Bollini caldaie meno cari nel Teatino, ma Cna chiede uniformità

L'associazione di categoria sollecita una regia unica per l'intera regione

Bollini di verifica caldaia meno cari in provincia di Chieti, ma per la Cna Manutenzione e Impianti non è giusto che ci siano diversificazioni in regione da un territorio all'altro. Per quest l'associazione di categoria chiede una regia unica per l'intera regione, chiamando in causa l'amminirazione regionale. 

«Va bene la riduzione del costo per i cittadini dei bollini blu per la certificazione annuale della manutenzione della caldaia decisa dalla società Ops di Chieti. Ma non è possibile che tutto ciò le imprese di manutenzione lo debbano apprendere a mezzo stampa, con tutti i disagi che questo cambio può comportare nel lavoro quotidiano», dice il presidente regionale di Cna Manutenzione e Impianti, Cesare Altieri, secondo cui «questa vicenda riapre una riflessione più generale sull’attività di manutenzione delle caldaie, che in Abruzzo fa capo a diverse società controllate dagli enti locali, Province soprattutto, dotate di regolamenti diversi l’una dall’altra. Con il risultato di produrre evidenti discriminazioni tra i cittadini dei diversi territori per le tariffe applicate, ma anche problemi organizzativi enormi per le imprese di manutenzione, costrette a destreggiarsi tra procedure, scadenze e modulistica diversi. Come se una caldaia non fosse la stessa a Chieti, Teramo, Pescara, piuttosto che a Vasto, L’Aquila o Avezzano».
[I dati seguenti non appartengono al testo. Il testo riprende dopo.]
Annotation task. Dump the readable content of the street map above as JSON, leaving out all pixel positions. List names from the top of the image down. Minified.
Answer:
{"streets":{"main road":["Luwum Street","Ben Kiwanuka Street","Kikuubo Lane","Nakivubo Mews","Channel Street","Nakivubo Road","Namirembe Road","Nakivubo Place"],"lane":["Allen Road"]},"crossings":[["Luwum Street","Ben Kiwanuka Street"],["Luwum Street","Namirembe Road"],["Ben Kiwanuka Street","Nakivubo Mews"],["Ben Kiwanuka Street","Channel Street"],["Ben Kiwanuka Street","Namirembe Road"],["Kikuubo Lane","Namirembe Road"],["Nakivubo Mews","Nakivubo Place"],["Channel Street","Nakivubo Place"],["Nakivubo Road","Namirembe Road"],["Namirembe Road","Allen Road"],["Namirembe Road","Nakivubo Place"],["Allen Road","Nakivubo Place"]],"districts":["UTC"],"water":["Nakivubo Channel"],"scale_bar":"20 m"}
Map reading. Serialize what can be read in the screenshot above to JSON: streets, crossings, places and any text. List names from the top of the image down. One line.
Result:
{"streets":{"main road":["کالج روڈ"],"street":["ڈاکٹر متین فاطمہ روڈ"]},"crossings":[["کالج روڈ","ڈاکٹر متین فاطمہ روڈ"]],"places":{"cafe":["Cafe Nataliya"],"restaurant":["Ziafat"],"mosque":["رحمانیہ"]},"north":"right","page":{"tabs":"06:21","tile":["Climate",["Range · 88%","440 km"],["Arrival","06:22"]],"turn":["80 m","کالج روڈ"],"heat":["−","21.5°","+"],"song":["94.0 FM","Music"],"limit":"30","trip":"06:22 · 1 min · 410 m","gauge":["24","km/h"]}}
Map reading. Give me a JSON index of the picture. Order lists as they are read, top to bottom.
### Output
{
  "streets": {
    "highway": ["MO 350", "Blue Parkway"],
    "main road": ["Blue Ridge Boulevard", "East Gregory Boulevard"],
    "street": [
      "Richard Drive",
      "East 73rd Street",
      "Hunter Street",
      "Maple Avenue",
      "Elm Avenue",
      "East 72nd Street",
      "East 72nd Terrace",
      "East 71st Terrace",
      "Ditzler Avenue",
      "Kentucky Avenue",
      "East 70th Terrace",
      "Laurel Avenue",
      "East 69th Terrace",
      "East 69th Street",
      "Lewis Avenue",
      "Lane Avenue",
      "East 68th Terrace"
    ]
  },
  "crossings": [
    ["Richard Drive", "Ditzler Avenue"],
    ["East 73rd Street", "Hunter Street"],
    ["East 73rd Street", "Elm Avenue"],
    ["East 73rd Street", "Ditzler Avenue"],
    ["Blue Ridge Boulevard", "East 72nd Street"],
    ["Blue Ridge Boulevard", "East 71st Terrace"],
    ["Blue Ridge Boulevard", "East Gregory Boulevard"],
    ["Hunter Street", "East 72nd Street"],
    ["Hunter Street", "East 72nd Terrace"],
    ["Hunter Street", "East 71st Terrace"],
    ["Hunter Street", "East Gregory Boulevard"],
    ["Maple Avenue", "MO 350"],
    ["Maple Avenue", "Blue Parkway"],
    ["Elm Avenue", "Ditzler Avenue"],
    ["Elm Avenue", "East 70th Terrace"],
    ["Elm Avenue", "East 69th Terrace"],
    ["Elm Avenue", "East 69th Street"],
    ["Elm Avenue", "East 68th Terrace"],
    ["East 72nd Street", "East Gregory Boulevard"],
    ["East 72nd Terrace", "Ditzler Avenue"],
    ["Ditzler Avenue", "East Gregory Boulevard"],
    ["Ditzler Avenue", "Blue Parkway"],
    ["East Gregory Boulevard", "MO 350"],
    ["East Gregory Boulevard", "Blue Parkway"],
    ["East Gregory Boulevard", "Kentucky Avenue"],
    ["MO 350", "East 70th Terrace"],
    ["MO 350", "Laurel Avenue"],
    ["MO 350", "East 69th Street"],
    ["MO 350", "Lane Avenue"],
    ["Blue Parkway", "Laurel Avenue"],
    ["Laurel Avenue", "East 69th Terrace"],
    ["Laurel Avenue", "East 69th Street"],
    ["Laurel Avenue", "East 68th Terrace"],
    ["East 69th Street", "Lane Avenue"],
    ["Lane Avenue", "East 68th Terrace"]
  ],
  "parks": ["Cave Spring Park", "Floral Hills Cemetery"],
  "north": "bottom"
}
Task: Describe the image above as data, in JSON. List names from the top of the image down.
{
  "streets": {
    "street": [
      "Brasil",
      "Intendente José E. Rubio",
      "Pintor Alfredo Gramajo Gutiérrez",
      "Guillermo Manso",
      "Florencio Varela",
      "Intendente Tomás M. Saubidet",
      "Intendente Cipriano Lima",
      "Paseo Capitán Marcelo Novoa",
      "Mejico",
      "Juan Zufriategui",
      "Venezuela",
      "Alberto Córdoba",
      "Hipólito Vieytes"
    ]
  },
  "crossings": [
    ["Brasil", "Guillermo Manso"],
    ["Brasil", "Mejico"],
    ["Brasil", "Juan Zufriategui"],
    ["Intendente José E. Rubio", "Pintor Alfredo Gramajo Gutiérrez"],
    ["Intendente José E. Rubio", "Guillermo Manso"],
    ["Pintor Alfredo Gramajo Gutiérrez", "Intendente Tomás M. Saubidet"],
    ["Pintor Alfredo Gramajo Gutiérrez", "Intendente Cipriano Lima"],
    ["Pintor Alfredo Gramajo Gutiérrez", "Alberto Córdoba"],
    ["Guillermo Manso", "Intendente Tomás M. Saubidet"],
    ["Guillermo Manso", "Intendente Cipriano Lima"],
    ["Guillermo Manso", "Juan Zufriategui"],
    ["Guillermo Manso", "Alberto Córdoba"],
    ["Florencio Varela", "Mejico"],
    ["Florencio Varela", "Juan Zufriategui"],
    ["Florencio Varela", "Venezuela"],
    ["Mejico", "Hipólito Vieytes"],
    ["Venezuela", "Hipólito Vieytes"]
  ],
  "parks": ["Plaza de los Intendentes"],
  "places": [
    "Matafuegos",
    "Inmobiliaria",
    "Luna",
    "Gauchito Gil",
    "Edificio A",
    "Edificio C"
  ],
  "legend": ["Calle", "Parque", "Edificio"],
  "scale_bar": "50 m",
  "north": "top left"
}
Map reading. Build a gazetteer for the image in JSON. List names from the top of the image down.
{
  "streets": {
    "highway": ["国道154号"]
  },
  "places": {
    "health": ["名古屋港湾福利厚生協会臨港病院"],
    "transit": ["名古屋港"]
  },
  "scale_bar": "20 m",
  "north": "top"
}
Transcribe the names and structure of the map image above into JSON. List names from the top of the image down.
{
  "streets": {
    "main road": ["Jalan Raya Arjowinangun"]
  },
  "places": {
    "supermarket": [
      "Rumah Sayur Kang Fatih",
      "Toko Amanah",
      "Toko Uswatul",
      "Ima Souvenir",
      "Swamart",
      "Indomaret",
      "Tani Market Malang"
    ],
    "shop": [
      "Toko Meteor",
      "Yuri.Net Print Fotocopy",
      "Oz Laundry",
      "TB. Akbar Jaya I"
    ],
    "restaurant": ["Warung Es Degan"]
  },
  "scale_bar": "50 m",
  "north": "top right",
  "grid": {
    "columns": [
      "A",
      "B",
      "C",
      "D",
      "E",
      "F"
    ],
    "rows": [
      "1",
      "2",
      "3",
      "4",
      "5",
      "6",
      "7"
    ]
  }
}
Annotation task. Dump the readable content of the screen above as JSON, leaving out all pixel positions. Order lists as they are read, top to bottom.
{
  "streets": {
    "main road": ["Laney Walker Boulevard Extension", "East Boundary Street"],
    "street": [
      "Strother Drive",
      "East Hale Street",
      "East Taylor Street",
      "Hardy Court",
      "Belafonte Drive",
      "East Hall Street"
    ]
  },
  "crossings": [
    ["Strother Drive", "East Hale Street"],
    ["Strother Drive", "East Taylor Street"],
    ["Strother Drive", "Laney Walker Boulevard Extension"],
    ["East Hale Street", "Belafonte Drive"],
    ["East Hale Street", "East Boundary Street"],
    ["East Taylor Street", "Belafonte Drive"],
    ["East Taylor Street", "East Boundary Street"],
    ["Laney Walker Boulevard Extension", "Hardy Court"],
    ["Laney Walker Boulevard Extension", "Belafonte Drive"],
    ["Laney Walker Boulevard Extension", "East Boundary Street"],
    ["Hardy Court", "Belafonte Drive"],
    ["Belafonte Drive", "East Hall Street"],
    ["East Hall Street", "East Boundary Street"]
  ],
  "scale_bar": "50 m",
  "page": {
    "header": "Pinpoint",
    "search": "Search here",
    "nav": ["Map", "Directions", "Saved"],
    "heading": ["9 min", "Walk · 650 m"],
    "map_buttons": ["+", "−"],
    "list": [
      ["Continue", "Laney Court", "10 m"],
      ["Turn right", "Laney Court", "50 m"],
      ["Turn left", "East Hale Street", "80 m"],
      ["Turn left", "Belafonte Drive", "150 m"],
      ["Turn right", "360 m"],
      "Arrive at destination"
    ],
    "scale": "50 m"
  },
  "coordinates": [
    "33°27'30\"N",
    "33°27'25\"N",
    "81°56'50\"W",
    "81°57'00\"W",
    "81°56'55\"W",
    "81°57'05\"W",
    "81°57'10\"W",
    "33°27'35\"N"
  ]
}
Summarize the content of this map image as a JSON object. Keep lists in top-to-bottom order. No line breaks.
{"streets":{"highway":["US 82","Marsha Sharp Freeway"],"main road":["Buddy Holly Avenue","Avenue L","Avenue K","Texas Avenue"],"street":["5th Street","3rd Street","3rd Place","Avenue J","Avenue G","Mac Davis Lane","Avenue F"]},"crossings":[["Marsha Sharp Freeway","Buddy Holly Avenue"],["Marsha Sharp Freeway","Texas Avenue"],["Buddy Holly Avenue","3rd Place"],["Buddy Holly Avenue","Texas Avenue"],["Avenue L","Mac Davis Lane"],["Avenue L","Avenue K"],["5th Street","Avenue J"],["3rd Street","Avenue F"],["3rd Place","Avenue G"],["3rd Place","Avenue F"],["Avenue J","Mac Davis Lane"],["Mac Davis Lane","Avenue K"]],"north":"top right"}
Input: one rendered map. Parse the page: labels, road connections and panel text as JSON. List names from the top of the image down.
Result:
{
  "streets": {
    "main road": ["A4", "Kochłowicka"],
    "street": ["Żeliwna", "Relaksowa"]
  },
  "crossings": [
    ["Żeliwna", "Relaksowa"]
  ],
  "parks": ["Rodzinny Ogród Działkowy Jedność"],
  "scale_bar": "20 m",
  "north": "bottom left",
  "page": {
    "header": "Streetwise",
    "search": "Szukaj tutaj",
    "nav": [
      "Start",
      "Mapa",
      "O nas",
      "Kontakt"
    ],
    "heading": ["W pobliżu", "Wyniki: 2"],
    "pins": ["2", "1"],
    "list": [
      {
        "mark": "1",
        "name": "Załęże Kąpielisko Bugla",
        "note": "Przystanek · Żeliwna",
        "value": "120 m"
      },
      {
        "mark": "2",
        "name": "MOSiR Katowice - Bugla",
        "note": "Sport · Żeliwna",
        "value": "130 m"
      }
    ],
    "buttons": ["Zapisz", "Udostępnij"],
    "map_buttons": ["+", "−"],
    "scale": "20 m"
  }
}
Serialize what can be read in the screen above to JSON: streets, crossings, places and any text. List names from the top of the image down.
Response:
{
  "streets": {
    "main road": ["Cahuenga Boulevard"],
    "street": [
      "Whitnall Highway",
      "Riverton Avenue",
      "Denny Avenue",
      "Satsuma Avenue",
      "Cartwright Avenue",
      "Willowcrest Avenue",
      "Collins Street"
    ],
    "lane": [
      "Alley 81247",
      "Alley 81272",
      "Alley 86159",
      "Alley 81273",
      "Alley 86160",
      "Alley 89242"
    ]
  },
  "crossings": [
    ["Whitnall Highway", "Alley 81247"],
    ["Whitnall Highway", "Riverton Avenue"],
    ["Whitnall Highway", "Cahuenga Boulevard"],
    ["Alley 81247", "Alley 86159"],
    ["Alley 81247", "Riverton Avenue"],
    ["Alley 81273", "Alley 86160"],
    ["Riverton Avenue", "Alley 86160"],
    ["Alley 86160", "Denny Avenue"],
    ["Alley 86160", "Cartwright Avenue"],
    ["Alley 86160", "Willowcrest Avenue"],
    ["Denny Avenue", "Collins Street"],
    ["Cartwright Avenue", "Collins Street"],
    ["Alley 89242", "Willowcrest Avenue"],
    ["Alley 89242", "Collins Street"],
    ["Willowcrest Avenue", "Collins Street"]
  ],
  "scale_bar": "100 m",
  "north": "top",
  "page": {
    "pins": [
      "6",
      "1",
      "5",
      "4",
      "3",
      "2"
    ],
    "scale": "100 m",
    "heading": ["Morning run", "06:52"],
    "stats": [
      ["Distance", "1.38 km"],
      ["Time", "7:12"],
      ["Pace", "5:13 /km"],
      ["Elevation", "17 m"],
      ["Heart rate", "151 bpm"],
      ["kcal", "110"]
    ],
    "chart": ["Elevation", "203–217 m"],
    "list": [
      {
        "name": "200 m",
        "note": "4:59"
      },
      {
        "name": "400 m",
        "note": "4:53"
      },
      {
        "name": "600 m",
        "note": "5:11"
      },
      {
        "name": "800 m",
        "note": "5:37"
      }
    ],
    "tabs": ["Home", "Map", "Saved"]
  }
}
Per Cna Manutenzione e Impianti è tempo dunque di rivedere questi meccanismi rompicapo, affidandone la regia alla Regione: «Regole, costi e procedure vanno unificati – conclude Altieri – facendo riferimento al regolamento approvato dalla Regione a fine luglio del 2020: un testo base che permette di avviare un percorso di coordinamento delle procedure e delle regole che facilitino finalmente il nostro lavoro».